In the present study, several machine learning-based in-silico tools were used to design a potential broad-spectrum multi-epitope vaccine candidate against spike protein of human coronaviruses. To the best of our knowledge, it is one of the first studies, where multiple B-cell epitopes and T-cell epitopes (CTL and HTL) were predicted from the spike protein sequences of all the seven known human coronaviruses. The final vaccine candidate was found to have a minimum conservancy of 73.97% across all the seven HCoV strains and it might protect from SARS-CoV-2 as well as other HCoVs. The designed vaccine is predicted to be antigenic and non-allergenic. Its physicochemical properties are also in the acceptable range. Molecular docking of the refined tertiary structure of the vaccine candidate with the TLR-3 protein also indicated its favourable binding with the TLR-3 receptor. In-silico cloning study indicated that the designed vaccine candidate might show high-level expression in the bacterial host system. The immune simulation analysis suggests that the vaccine might elicit a strong immune response and when compared to other similar publications which have reported immune simulation for the designed vaccines, our designed vaccine candidate induced a higher level of immunoglobins (IgM + IgG), immunocomplexes and interleukins (IL-2).
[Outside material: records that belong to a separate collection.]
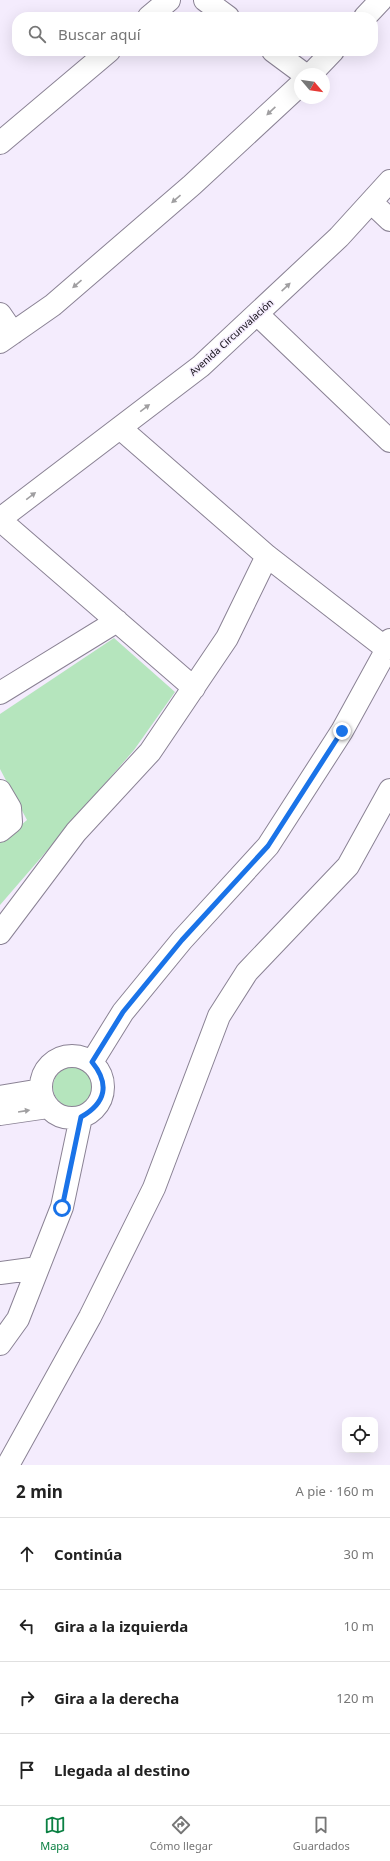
<!DOCTYPE html>
<html lang="es">
<head>
<meta charset="utf-8">
<style>
	:root { --surface:#fff; --page:#f2f2f2; --text:#222; --muted:#767676; --line:#e0e0e0; --accent:#0b8043 }
	body { margin:0; font-family:"Noto Sans",sans-serif; background:var(--page); color:var(--text) }
	.controls { position:absolute; right:12px; bottom:12px; display:grid; overflow:hidden; border-radius:8px; box-shadow:0 4px 16px #0002 }
	.controls button { width:36px; height:36px; display:grid; place-items:center; padding:0; border:0; border-bottom:1px solid var(--line); background:var(--surface); color:var(--text); font:20px sans-serif }
	.compass { position:absolute; left:294px; top:68px; width:36px; height:36px; border-radius:50%; background:var(--surface); box-shadow:0 4px 16px #0002; rotate:119deg }
	.stop { position:absolute; width:12px; height:12px; margin:-9px; border:3px solid #1a73e8; border-radius:50%; background:#fff }
	.stop.end { background:#1a73e8; border-color:#fff; box-shadow:0 1px 4px #0008 }
	.list { margin:0; padding:0; list-style:none }
	h2 { display:flex; justify-content:space-between; align-items:center; height:52px; margin:0; padding:0 16px; font-size:17px }
	h2 small { font-size:13px; font-weight:400; color:var(--muted) }
	.list li { display:grid; grid-template-columns:26px 1fr auto; gap:12px; align-items:center; box-sizing:border-box; height:72px; padding:0 16px; border-top:1px solid var(--line) }
	.list b { display:block; font-size:15px; white-space:nowrap }
	.list em { font-size:13px; font-style:normal; color:var(--muted) }
	.icon { flex:none; width:22px; height:22px; fill:none; stroke:currentColor; stroke-width:2; stroke-linecap:round; stroke-linejoin:round }
	.map { position:relative; flex:none; width:390px; height:1465px; overflow:hidden }
	.search { position:absolute; background:var(--surface); box-shadow:0 4px 16px #0002; left:12px; right:12px; top:12px; height:44px; display:flex; align-items:center; gap:10px; box-sizing:border-box; padding:0 14px; border-radius:16px; color:var(--muted); font-size:15px }
	.sheet { height:340px; background:var(--surface) }
	nav { display:flex; justify-content:space-around; align-items:center; box-sizing:border-box; height:56px; border-top:1px solid var(--line); background:var(--surface); font-size:11px; color:var(--muted) }
	nav a { display:grid; justify-items:center; gap:2px }
	nav .on { color:var(--accent) }
	.map>svg:first-child { display:block }
</style>
</head>
<body>
<div class="map">
<svg width="390" height="1465" viewBox="0 0 390 1465">
	<rect width="100%" height="100%" fill="#f4ecfd"/>
	<path fill="#b5e5bd" d="M114,638L175,692L134,750L0,905V843L27,820L0,769V714Z
		M53 1087a20 20 0 1 1 40 0a20 20 0 1 1-40 0Z"/>
	<g fill="none" stroke-linecap="round" stroke-linejoin="round">
		<defs>
			<path id="minor" d="M205,0L228,17
				M149,17L169,0
				M365,17L381,0
				M273,51L304,74
				M311,74L333,51
				M0,143L109,51
				M371,202L390,220
				M0,314L13,333
				M257,314L390,441
				M0,342L53,305L192,185L300,85
				M120,428L267,556L387,649
				M0,519L201,366L339,237L390,181
				M0,520L194,688
				M0,693L117,621
				M0,791L10,808L11,822L0,831
				M0,933L76,832L150,752L227,638L267,556
				M41 1087a31 31 0 1 1 62 0a31 31 0 1 1-62 0Z
				M92,1062L123,1012L182,940L268,846L342,731L387,649L390,640
				M0,1097L41,1090
				M0,1114L48,1107
				M0,1273L38,1268
				M0,1344L18,1319L62,1207L81,1117
				M8,1465L90,1317L154,1188L219,1016L247,972L348,866L390,790"/>
		</defs>
		<use href="#minor" stroke="#8a8294" stroke-width="24"/>
		<use href="#minor" stroke="#fff" stroke-width="22"/>
	</g>
	<defs><path id="oneway-solid" d="M-6-.8H1V-3.2L6.5 0L1 3.2V.8H-6Z"/></defs>
	<g fill="#a09fa1">
		<use href="#oneway-solid" transform="translate(271 111) rotate(137)"/>
		<use href="#oneway-solid" transform="translate(176 199) rotate(139)"/>
		<use href="#oneway-solid" transform="translate(77 284) rotate(139)"/>
		<use href="#oneway-solid" transform="translate(286 287) rotate(-43)"/>
		<use href="#oneway-solid" transform="translate(145 408) rotate(-37)"/>
		<use href="#oneway-solid" transform="translate(31 496) rotate(-37)"/>
		<use href="#oneway-solid" transform="translate(24 1111) rotate(-9)"/>
	</g>
	<g fill="none" stroke-linecap="round" stroke-linejoin="round">
		<path stroke="#1a73e8" stroke-width="5" d="M62,1208L81,1117C106,1103 110,1084 92,1062L123,1012L182,940L268,846L342,731"/>
	</g>
	<g text-anchor="middle" dominant-baseline="central" stroke-width="3" stroke-linejoin="round" paint-order="stroke">
		<g font-size="10" fill="#110e14" stroke="#f4ecfd">
			<text transform="translate(231 337) rotate(-42)">Avenida Circunvalación</text>
		</g>
	</g>
</svg>
<div class="controls">
<button><svg class="icon" aria-label="locate" viewBox="0 0 24 24"><circle cx="12" cy="12" r="6"/><path d="M12 2v4M12 18v4M2 12h4M18 12h4"/></svg></button>
</div>
<svg class="compass" viewBox="-18 -18 36 36"><path d="M0-13l5 13h-10z" fill="#e53935"/><path d="M0 13l5-13h-10z" fill="#767676"/></svg>
<div class="stop" style="left:62px;top:1208px"></div>
<div class="stop end" style="left:342px;top:731px"></div>
<div class="search"><svg class="icon" aria-label="search" viewBox="0 0 24 24"><circle cx="10" cy="10" r="6"/><path d="M15 15l6 6"/></svg>Buscar aquí</div>
</div>
<section class="sheet">
<h2>2 min<small>A pie · 160 m</small></h2>
<ul class="list">
<li><svg class="icon" aria-label="ahead" viewBox="0 0 24 24"><path d="M12 20V5M6 11l6-6 6 6"/></svg><div><b>Continúa</b></div><em>30 m</em></li>
<li><svg class="icon" aria-label="left" viewBox="0 0 24 24"><path d="M17 20v-9H6M10 6l-5 5 5 5"/></svg><div><b>Gira a la izquierda</b></div><em>10 m</em></li>
<li><svg class="icon" aria-label="right" viewBox="0 0 24 24"><path d="M7 20v-9h11M14 6l5 5-5 5"/></svg><div><b>Gira a la derecha</b></div><em>120 m</em></li>
<li><svg class="icon" aria-label="arrive" viewBox="0 0 24 24"><path d="M6 21V4h12l-3 4 3 4H6"/></svg><div><b>Llegada al destino</b></div></li>
</ul>
</section>
<nav>
<a class="on"><svg class="icon" aria-label="map" viewBox="0 0 24 24"><path d="M3 6l6-2 6 2 6-2v14l-6 2-6-2-6 2zM9 4v14M15 6v14"/></svg>Mapa</a>
<a><svg class="icon" aria-label="directions" viewBox="0 0 24 24"><path d="M12 3l9 9-9 9-9-9zM9 14v-3h6M13 9l2 2-2 2"/></svg>Cómo llegar</a>
<a><svg class="icon" aria-label="saved" viewBox="0 0 24 24"><path d="M7 4h10v16l-5-4-5 4z"/></svg>Guardados</a>
</nav>
</body>
</html>
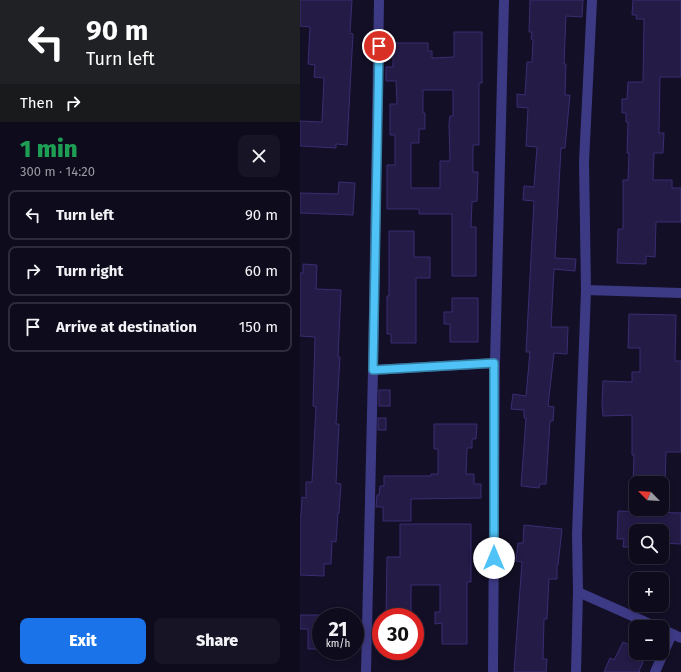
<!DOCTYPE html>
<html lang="en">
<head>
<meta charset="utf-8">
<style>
  body { margin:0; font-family:"Fira Sans",sans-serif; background:#171425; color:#f1f3f6; height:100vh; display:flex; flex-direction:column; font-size:15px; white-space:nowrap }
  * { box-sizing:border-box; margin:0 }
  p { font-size:13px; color:#9b9ba3 }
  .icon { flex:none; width:22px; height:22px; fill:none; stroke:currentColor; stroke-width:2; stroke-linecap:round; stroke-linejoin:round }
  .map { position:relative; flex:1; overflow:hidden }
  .sheet { display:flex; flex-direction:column; background:#0e0b1c; width:300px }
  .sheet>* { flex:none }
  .hud { background:#202124; color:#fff; overflow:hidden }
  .needle { width:26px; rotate:294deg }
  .fabs { position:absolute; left:329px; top:476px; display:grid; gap:8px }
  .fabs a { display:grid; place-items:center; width:40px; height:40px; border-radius:8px; background:#0e0b1c; box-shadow:0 2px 6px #0003,0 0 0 1px #2e2b3b; font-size:20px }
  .speed { position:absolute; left:12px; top:608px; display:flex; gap:8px; font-size:20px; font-weight:700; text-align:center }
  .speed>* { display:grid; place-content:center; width:52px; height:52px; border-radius:50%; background:#0e0b1c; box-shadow:0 2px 6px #0003,0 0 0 1px #2e2b3b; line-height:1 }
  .speed small { font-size:10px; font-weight:400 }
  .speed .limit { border:6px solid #d22; background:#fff; color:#111 }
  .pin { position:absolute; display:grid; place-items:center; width:34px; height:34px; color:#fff; margin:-17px; border:2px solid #fff; border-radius:50%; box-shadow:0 1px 4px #0007 }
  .me { position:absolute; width:44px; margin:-22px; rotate:0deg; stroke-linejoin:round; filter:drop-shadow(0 0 3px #0008) }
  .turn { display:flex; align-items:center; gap:14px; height:84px; padding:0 20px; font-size:18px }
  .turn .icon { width:52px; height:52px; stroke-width:2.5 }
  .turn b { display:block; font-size:28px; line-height:34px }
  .then { display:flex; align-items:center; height:38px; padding:0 20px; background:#0003; gap:8px; font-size:15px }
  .round { display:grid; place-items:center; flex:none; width:42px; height:42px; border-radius:8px; background:#171425 }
  .summary { display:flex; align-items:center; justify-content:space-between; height:68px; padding:0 20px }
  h1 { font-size:24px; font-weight:800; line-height:30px; color:#1e9e55 }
  .button { display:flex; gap:8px; margin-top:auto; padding:8px 20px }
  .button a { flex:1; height:46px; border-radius:8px; background:#1a73e8; color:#fff; font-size:16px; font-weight:800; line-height:46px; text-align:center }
  .button a+a { background:#171425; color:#f1f3f6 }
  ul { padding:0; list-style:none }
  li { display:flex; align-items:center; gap:12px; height:50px; margin:0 8px 6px; padding:0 12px; border:2px solid #2e2b3b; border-radius:8px }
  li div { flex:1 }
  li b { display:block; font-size:15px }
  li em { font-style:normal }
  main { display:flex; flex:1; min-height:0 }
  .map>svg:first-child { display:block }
</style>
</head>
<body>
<main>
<section class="sheet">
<div class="hud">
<div class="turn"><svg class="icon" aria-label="left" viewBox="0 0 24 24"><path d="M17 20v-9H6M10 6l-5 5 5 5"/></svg><div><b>90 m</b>Turn left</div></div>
<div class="then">Then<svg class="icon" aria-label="right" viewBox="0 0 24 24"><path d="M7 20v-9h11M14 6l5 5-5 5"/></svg></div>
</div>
<div class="summary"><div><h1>1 min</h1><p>300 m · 14:20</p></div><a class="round"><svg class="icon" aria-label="close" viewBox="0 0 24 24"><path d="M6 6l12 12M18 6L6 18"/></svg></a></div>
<ul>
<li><svg class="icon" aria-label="left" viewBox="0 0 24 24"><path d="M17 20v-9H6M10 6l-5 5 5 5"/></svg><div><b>Turn left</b></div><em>90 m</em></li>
<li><svg class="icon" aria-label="right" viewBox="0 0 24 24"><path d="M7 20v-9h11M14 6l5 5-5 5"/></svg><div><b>Turn right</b></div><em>60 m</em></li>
<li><svg class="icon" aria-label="arrive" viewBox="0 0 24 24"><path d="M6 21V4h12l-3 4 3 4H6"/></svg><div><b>Arrive at destination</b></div><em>150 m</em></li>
</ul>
<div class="button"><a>Exit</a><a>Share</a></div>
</section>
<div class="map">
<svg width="381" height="672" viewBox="0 0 381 672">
  <rect width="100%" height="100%" fill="#130f26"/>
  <g fill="#241b47" stroke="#3b2d73" fill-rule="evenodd">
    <polygon points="0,0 52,0 50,33 53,34 47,145 36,144 36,148 0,146 0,121 22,122 24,78 14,77 15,65 8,64 10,27 0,26"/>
    <polygon points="230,0 283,0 282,17 266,16 264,64 266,64 265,95 270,95 265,148 261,148 255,258 276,259 275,271 254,269 251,327 268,327 267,354 254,353 248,406 254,407 253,421 250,421 246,484 240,484 239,488 221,486 226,418 224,418 224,410 211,409 213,394 226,396 230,352 226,352 234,201 223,200 224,186 234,187 237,147 226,146 228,108 217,107 217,94 225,95 227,62 232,62 233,40 231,39 232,32 229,32"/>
    <polygon points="333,0 381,0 381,77 360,77 359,133 364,133 363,153 354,153 353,180 372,180 372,188 381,188 381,222 356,222 355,257 346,256 346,264 317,263 318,229 323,229 323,180 328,180 329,153 327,153 328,122 326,122 326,113 322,113 322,99 327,99 328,82 343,82 344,19 336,19 337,15 332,15"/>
    <path d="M154,32H182V83H179V145H173V172H178L177,201L172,202L171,227H176V276H152V214H119V209H87V165H95V135H90V104H97L96,81H86V67H93V43H128V51H132V58L154,57ZM123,90H153V116H150L149,124L150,161H140V188H111V143H119V129H125V113H123Z"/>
    <polygon points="39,182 55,183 53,215 0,213 0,193 38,194"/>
    <polygon points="89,231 114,231 114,257 130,257 130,278 116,278 116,343 91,343 91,334 87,334 87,296 89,296"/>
    <polygon points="3,264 17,265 16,289 41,290 38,357 40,357 36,424 39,424 36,483 41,484 39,513 38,513 36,542 32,541 31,564 24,564 24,576 0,575 0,515 1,515 2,497 6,498 6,482 12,482 16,407 13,406 15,337 0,336 0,273 3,273"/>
    <polygon points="152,298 178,298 178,342 150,342 150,324 144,324 144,312 152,312"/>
    <polygon points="329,314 376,315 375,361 381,361 381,452 366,452 365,483 333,483 334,455 332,455 332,415 303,416 302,404 303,381 332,382 332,372 340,372 340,348 328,348"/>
    <rect x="79" y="390" width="11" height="16"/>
    <rect x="78" y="418" width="8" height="12"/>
    <polygon points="134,424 177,424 176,439 172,439 172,448 167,448 166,474 174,474 174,484 181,484 181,498 111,499 111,521 83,521 83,507 76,507 77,495 79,495 80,486 84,486 84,476 131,476 131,474 138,474 138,449 134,449"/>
    <polygon points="318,511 381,513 381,544 362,543 362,531 336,531 336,547 323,547 324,539 317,539"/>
    <polygon points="100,524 171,524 171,582 167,582 167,644 142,644 142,623 135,624 135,612 140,612 140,585 111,585 111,616 86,617 87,557 100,557"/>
    <polygon points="224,525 262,529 258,565 257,565 257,579 249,579 247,619 244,619 243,659 247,659 246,672 214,672 222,562 216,561 218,543 223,543"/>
    <polygon points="0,615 21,615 21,649 8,649 8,629 0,629"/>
    <polygon points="323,642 336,648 336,653 347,653 339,671 340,672 304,672 310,658 314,660"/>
  </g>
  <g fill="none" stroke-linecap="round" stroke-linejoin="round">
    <g stroke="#3d3a85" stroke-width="10">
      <polyline points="286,290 381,293"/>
      <polyline points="73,370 195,363"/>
      <polyline points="278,592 357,627"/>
      <polyline points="362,629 381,638"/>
      <polyline points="66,672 73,370 79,0"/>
      <polyline points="193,672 195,363 204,0"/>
      <polyline points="276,672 278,592 277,535 286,290 284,162 292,0"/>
      <polyline points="355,672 372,634"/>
    </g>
  </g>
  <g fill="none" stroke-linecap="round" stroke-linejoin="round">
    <g stroke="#337fa1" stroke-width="10">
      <polyline id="route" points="79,46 73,370 194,363 194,558"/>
    </g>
    <use href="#route" stroke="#4fc3f7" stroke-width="7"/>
  </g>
</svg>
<div class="fabs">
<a><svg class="needle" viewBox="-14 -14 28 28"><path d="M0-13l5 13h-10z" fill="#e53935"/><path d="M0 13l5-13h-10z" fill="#9b9ba3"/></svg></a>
<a><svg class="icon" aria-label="search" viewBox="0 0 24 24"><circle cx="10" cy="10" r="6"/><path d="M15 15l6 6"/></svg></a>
<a>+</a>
<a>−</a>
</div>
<div class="speed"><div>21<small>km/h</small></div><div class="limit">30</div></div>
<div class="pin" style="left:79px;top:46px;background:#d93025"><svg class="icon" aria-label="arrive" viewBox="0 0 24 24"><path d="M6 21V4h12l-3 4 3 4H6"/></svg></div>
<svg class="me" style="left:194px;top:558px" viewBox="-20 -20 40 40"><circle r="19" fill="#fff"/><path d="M0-13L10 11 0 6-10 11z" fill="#4fc3f7"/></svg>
</div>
</main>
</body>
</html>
The Simpson index, D which indicates a measure of diversity, predicted this vaccine candidate to have a diverse immune response. The major limitation of this study is that it’s a computational study. MD simulation could have been done for 100 ns for more epitopes rather than one epitope that we selected based on the docking analysis. A population-wise study can also be done to understand the immune response elicited by the vaccine construct among different races. The predictions made by different in-silico tools need to be validated through various immunological assays.